Пробудившись, Маша нисколько не сконфузилась, не зашлась в извинениях, только спросила:
— Руку-то, поди, навовсе отдавила? — А когда вышли, всё уговаривала: — Давай-ка держись за меня. Чтобы быстрее дойти, напрямки, через дворы пойдём, а у нас тут дорожки те ещё — асфальт только для машин. Ты ногу-то свою береги.
Дом у Маши оказался маленький, совсем деревенский, снаружи оштукатуренный, видать, недавно побеленный. Рядом — огород, кусты.
Ужин Маша сообразила быстро. Разогрела по кусмарю кролика с картошкой, поставила соленья, мочёные мелконькие яблочки. Чуток задержалась с драниками — не разогревала вчерашние, а жарила свежие ("И не заикайся, не уговаривай — их едят с пылу-жару, прямо, со сковородки").
Чай с вареньем пили на крыльце. Светилась свечами во тьме, исходя дурманным ароматом, сирень. Захлёбывалась от какой-то своей безудержной радости наивная ночная птаха, ещё ломким, неокрепшим голосом возвещая на весь мир:
— Жи-ву! Жи-ву! Жи-ву!
— Что ты?! Что ты?! Чур! Чур! — по-матерински опасливо унимала безрассудное дитя другая.
— Жи-ву! Жи-ву! — не желала угомониться, беспечно ликовала непокорная.
И так этот переклик был понятно-очевиден, что Дмитрий Николаевич даже не удивился, когда Маша вздохнула:
— И чего неймётся этим молодым, чего им надо? У меня вот дочь недавно разошлась. А зять такой хороший да привязливый, как он будет без неё? Ох и жалко его! Три года всего прожили — и вот тебе на. Мы же с мужем двадцать два годочка были вместе — как один день.
— И — что?
— В шахте завалило, почти уж десять лет как.
— Здесь, на Пионерке?
— Ага, тут.
— И у меня здесь отец погиб. Метан взорвался. Без отца рос.
Маша погладила его по голове. Как маленького, успокаивая. Он в ответ легонько ободряюще сжал ей руку.

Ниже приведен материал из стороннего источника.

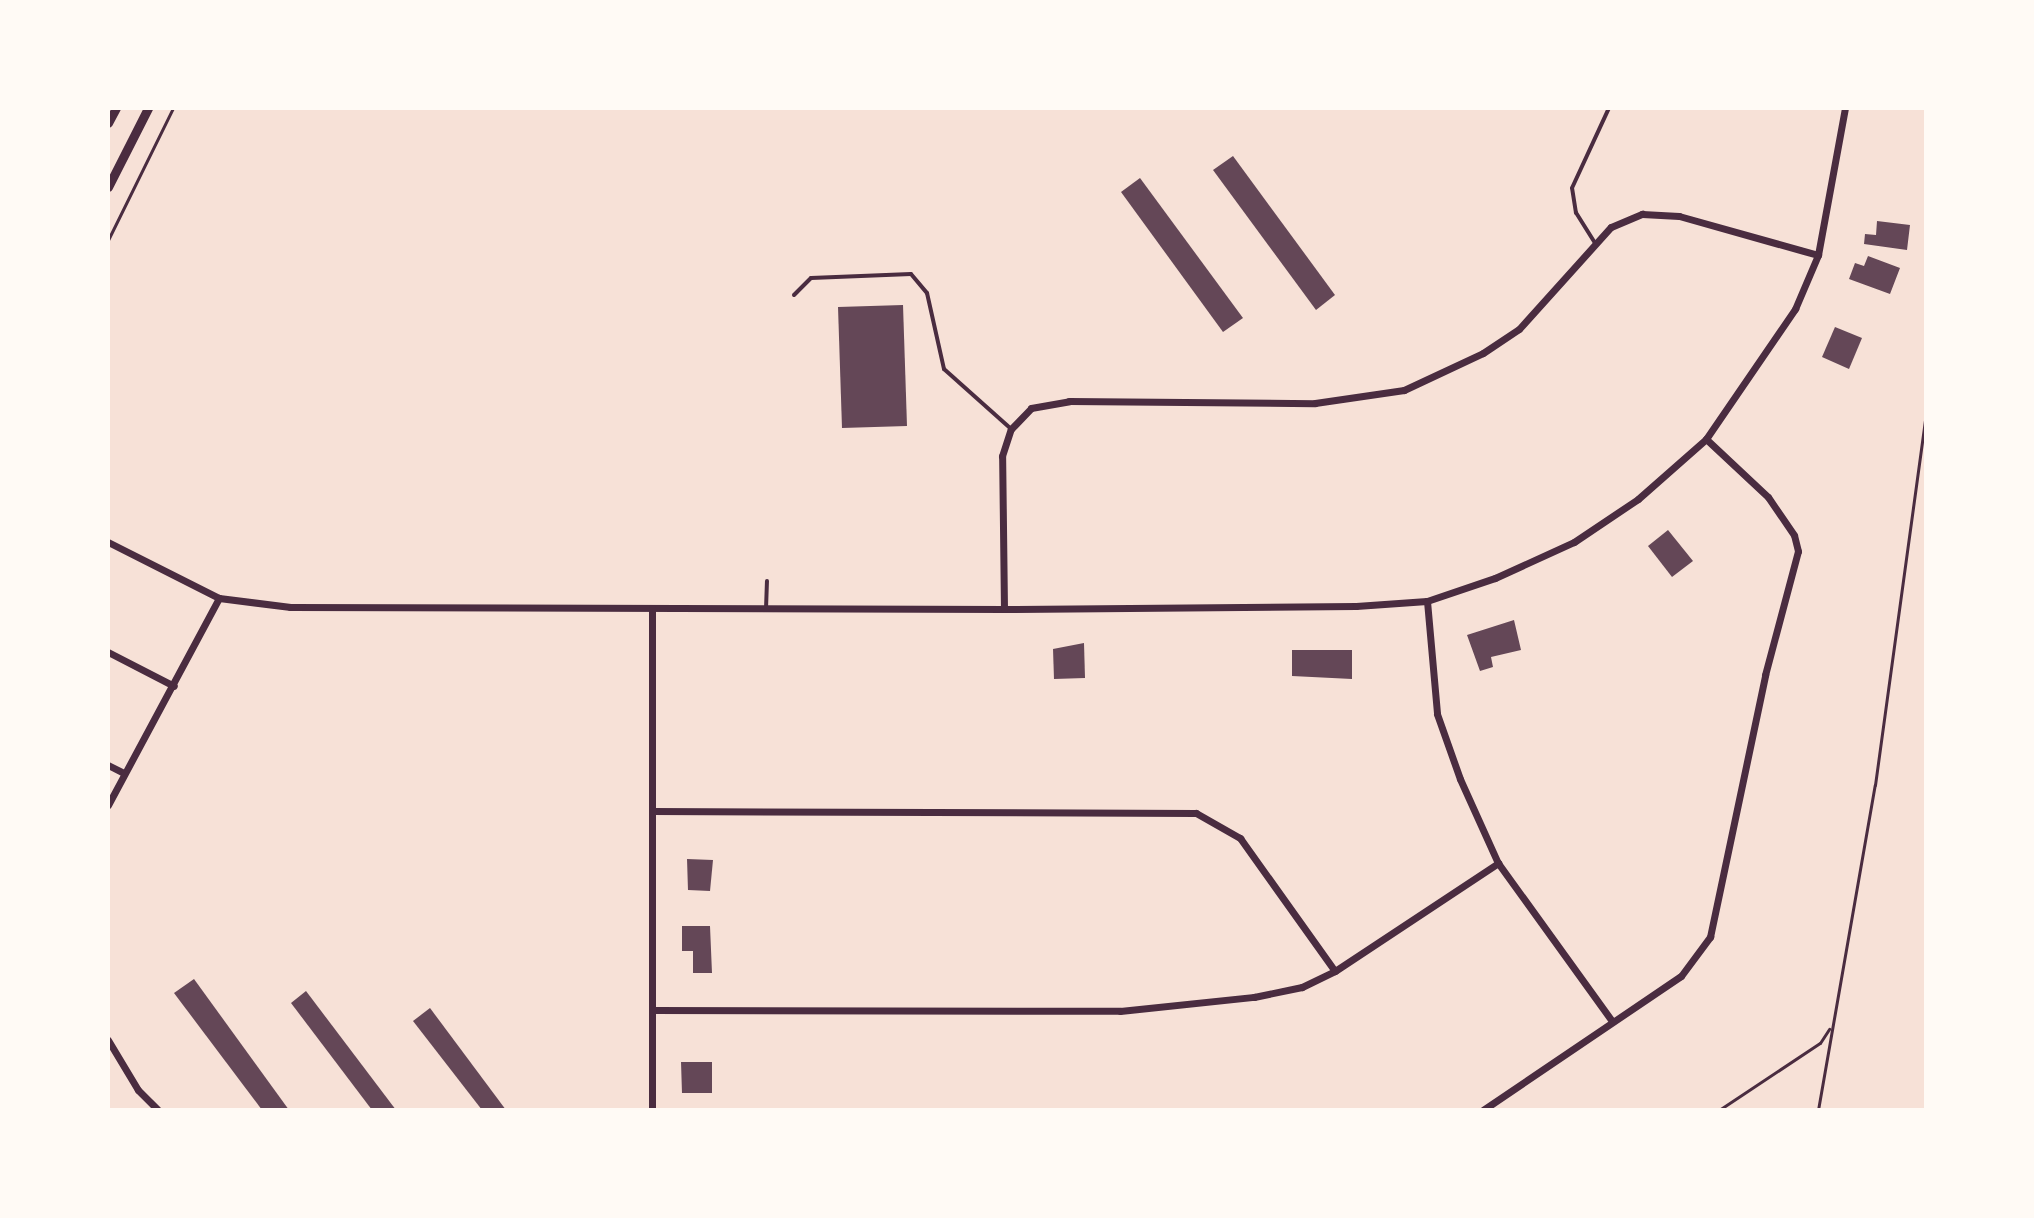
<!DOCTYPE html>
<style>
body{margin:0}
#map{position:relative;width:2034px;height:1218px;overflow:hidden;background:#f7e1d7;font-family:"Exo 2",sans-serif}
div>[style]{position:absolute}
.building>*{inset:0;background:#644757}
.path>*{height:3px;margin:-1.5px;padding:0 1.5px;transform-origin:1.5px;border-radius:1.5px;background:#4a2c40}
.service>*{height:4px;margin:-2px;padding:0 2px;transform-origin:2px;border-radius:2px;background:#4a2c40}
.minor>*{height:7px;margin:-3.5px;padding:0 3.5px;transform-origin:3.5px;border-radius:3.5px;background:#4a2c40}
.tertiary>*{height:9px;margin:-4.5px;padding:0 4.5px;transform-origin:4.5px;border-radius:4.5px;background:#4a2c40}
span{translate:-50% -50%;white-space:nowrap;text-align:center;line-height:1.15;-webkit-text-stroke:6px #fffaf5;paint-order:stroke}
.frame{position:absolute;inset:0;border:110px solid #fffaf5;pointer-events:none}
</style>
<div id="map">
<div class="building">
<div style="clip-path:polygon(1233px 156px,1335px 295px,1316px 310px,1213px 170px)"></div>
<div style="clip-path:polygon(1140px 178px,1243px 318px,1223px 332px,1121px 192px)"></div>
<div style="clip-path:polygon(1877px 221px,1910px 225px,1907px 250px,1864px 244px,1865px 234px,1876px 235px)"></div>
<div style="clip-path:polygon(1868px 256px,1900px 268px,1890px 294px,1849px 279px,1855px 263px,1864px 266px)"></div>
<div style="clip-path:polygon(903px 305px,907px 426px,842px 428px,838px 307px)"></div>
<div style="clip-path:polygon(1835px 327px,1862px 338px,1849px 369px,1822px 357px)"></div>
<div style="clip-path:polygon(1668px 530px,1693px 561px,1672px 577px,1648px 546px)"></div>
<div style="clip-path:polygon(1514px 620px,1521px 650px,1491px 657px,1493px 667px,1480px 671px,1467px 635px)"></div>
<div style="clip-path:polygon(1084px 643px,1085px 678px,1054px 679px,1053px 649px)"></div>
<div style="clip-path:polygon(1292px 650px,1352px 650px,1352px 679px,1292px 676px)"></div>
<div style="clip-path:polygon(687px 859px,713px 860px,710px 891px,688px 890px)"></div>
<div style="clip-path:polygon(682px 926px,710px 926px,712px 973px,693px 973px,693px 951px,682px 951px)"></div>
<div style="clip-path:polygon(194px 979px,289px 1110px,262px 1110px,174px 993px)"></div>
<div style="clip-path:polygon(306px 991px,396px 1110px,372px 1110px,291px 1003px)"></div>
<div style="clip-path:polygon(430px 1008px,506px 1110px,482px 1110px,413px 1021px)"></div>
<div style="clip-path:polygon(681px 1062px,712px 1062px,712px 1093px,682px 1093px)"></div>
</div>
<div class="path">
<div style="left:108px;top:240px;width:147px;rotate:-63.8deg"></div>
<div style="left:1719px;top:1110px;width:121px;rotate:-33.6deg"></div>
<div style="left:1820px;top:1043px;width:17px;rotate:-57deg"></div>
<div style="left:1818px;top:1110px;width:330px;rotate:-80.1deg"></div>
<div style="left:1875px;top:785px;width:376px;rotate:-82.2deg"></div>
</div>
<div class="service">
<div style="left:1595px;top:243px;width:36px;rotate:-122deg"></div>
<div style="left:1576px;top:213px;width:25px;rotate:-99deg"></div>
<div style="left:1572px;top:188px;width:88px;rotate:-65.2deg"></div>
<div style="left:794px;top:295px;width:24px;rotate:-45deg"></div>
<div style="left:811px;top:278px;width:100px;rotate:-2.3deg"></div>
<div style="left:911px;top:274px;width:25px;rotate:50deg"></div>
<div style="left:927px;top:293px;width:78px;rotate:77.4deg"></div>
<div style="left:944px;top:369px;width:89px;rotate:41.8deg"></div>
<div style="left:766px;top:609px;width:28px;rotate:-88deg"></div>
</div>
<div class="minor">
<div style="left:108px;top:542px;width:124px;rotate:26.8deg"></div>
<div style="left:219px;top:598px;width:72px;rotate:7.2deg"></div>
<div style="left:290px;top:607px;width:714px;rotate:0.16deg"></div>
<div style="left:1004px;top:609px;width:352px;rotate:-0.5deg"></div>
<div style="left:1356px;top:606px;width:71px;rotate:-4deg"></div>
<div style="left:1427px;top:601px;width:72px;rotate:-18.7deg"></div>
<div style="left:1495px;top:578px;width:87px;rotate:-24.5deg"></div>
<div style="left:1574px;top:542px;width:77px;rotate:-33.9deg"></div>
<div style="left:1638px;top:499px;width:91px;rotate:-41.4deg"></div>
<div style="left:1706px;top:439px;width:158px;rotate:-55.6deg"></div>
<div style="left:1795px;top:309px;width:59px;rotate:-66.9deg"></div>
<div style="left:1818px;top:255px;width:149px;rotate:-79.6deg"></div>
<div style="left:1427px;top:601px;width:113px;rotate:84.9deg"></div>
<div style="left:1437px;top:714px;width:69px;rotate:70.5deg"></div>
<div style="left:1460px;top:779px;width:92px;rotate:65.7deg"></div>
<div style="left:1498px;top:863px;width:195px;rotate:54.2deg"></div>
<div style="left:1004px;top:609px;width:153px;rotate:-90.7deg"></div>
<div style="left:1002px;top:456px;width:28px;rotate:-72deg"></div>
<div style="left:1011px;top:429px;width:29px;rotate:-46deg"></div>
<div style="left:1031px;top:408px;width:39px;rotate:-10deg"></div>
<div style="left:1069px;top:401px;width:246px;rotate:0.5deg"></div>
<div style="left:1315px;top:403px;width:90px;rotate:-8.3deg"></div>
<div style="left:1404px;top:390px;width:87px;rotate:-25.1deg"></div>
<div style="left:1483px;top:353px;width:43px;rotate:-33.7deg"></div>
<div style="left:1519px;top:329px;width:137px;rotate:-48deg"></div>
<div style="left:1611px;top:227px;width:34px;rotate:-23deg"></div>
<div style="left:1642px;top:214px;width:37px;rotate:3deg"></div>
<div style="left:1679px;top:216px;width:144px;rotate:15.7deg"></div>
<div style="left:108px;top:652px;width:74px;rotate:27.3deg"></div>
<div style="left:108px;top:765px;width:18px;rotate:27deg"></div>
<div style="left:108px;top:805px;width:235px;rotate:-61.8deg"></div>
<div style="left:652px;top:811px;width:544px;rotate:0.21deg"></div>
<div style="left:1196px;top:813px;width:51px;rotate:29.6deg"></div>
<div style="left:1240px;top:838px;width:163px;rotate:54.5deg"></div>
<div style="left:653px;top:1010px;width:467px;rotate:0.1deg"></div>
<div style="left:1120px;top:1011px;width:135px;rotate:-6deg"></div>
<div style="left:1254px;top:997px;width:49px;rotate:-11.8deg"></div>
<div style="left:1302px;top:987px;width:37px;rotate:-26deg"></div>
<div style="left:1335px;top:971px;width:196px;rotate:-33.5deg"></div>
<div style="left:108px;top:1040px;width:58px;rotate:59deg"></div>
<div style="left:138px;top:1090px;width:28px;rotate:45deg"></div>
<div style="left:652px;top:1110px;width:502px;rotate:-90deg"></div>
<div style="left:1483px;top:1110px;width:239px;rotate:-34.1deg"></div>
<div style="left:1681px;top:976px;width:49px;rotate:-53.4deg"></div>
<div style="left:1710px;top:937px;width:268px;rotate:-78.1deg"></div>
<div style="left:1765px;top:675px;width:128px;rotate:-75.1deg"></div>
<div style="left:1798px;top:551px;width:16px;rotate:-104deg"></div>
<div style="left:1794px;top:535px;width:46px;rotate:-124.4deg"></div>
<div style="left:1768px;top:497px;width:85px;rotate:-136.9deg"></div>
</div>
<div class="tertiary">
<div style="left:108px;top:123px;width:17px;rotate:-62deg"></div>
<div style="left:108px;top:187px;width:89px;rotate:-63.1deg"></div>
</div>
<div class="frame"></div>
</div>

Эта нечаянная печальная взаимная исповедь, всплывшая общая горестная точка биографий как-то совсем сблизила их, вроде даже сроднила. Она пожалела его сиротство. Он подумал, что только очень настоящая женщина может спустя десятилетие так по-доброму говорить о погибшем муже и так искренне сочувствовать отставному зятю. Сидели тесно, вплотную. Он скинул с одного плеча пиджак, набросил на неё, придерживая, приобнял. Она не отшатнулась, приникла ещё теснее. Господи, как же хорошо, как благостно! Было ли ещё когда ему так покойно, вольно, безмятежно? Вряд ли. Пусть бы вот так осталось насовсем, навовсе.
Вокруг густо, со всех сторон в темноте разлито что-то, чему и название сыщешь не вдруг. Отрада? Радость? Счастье? Нет, нет — всё это вместе и ещё что-то, самое главное, самое важное.